Pedroso quer indemnização de 600 mil euros

Começa esta segunda-feira o julgamento no qual o antigo ministro do PS pede uma indemnização do Estado português por alegadamente ter sido preso ilegalmente no âmbito do processo Casa Pia.

O julgamento da acção cível de Paulo Pedroso contra o Estado português por prisão ilegal no âmbito do processo Casa Pia inicia-se hoje na décima Vara Cível de Lisboa. O antigo ministro do Trabalho de António Guterres pede uma indemnização de 600 mil euros ao Estado por em 2003 ter permanecido preso preventivamente cerca de cinco meses por suspeitas de abusos sexuais no âmbito do processo Casa Pia, beneficiando posteriormente da decisão de Ana Teixeira Pinto de não o pronunciar, não sendo presente a julgamento, tal como sucedeu com Herman José.
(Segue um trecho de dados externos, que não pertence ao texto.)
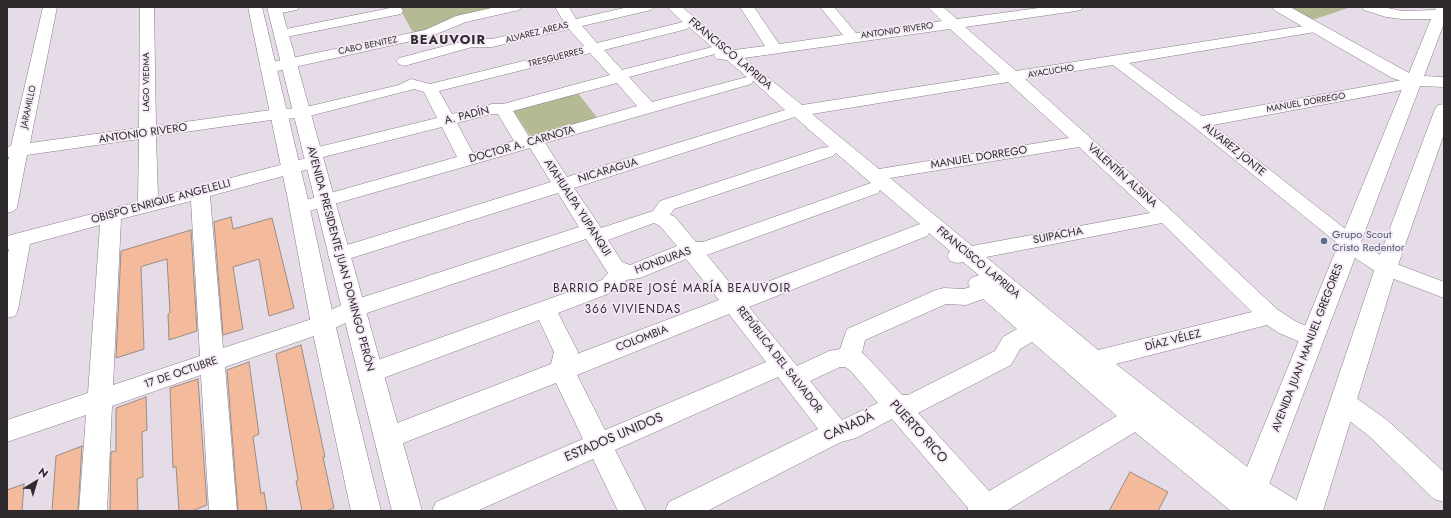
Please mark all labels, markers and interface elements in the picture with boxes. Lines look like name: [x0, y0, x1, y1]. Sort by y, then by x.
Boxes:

A defesa de Paulo Pedroso considera que houve violação de regras legais básicas na forma como a prisão preventiva foi decidida e negligência grosseira na apreciação dos indícios que levaram à sua determinação por parte do juiz Rui Teixeira.

A primeira testemunha a depor deverá ser o actual presidente da Câmara de Lisboa, António Costa, uma das 20 testemunhas de Paulo Pedroso, em que se contam também o actual ministro do Trabalho, Vieira da Silva, e os deputados Vera Jardim (PS) e Mota Amaral (PSD).

Este é o primeiro processo contra o Estado português relacionado com o processo Casa Pia e pode influenciar eventuais decisões de pessoas ilibadas ou que venham a ser absolvidas naquele processo.

O procurador João Guerra, que liderou a investigação, e a antiga provedora da Casa Pia Catalina Pestana estão entre as testemunhas arroladas pelo Ministério Público.

Segundo o jornal 'Correio da Manhã', o juiz da fase de inquérito do processo Casa Pia, Rui Teixeira, é também testemunha do Ministério Público, assim como os psiquiatras Pedro Stretch e Álvaro de Carvalho, que acompanharam as alegadas vítimas de abusos.

Neste tipo de processo, o Ministério Público arrola habitualmente como testemunhas os juízes e procuradores que conduziram os inquéritos.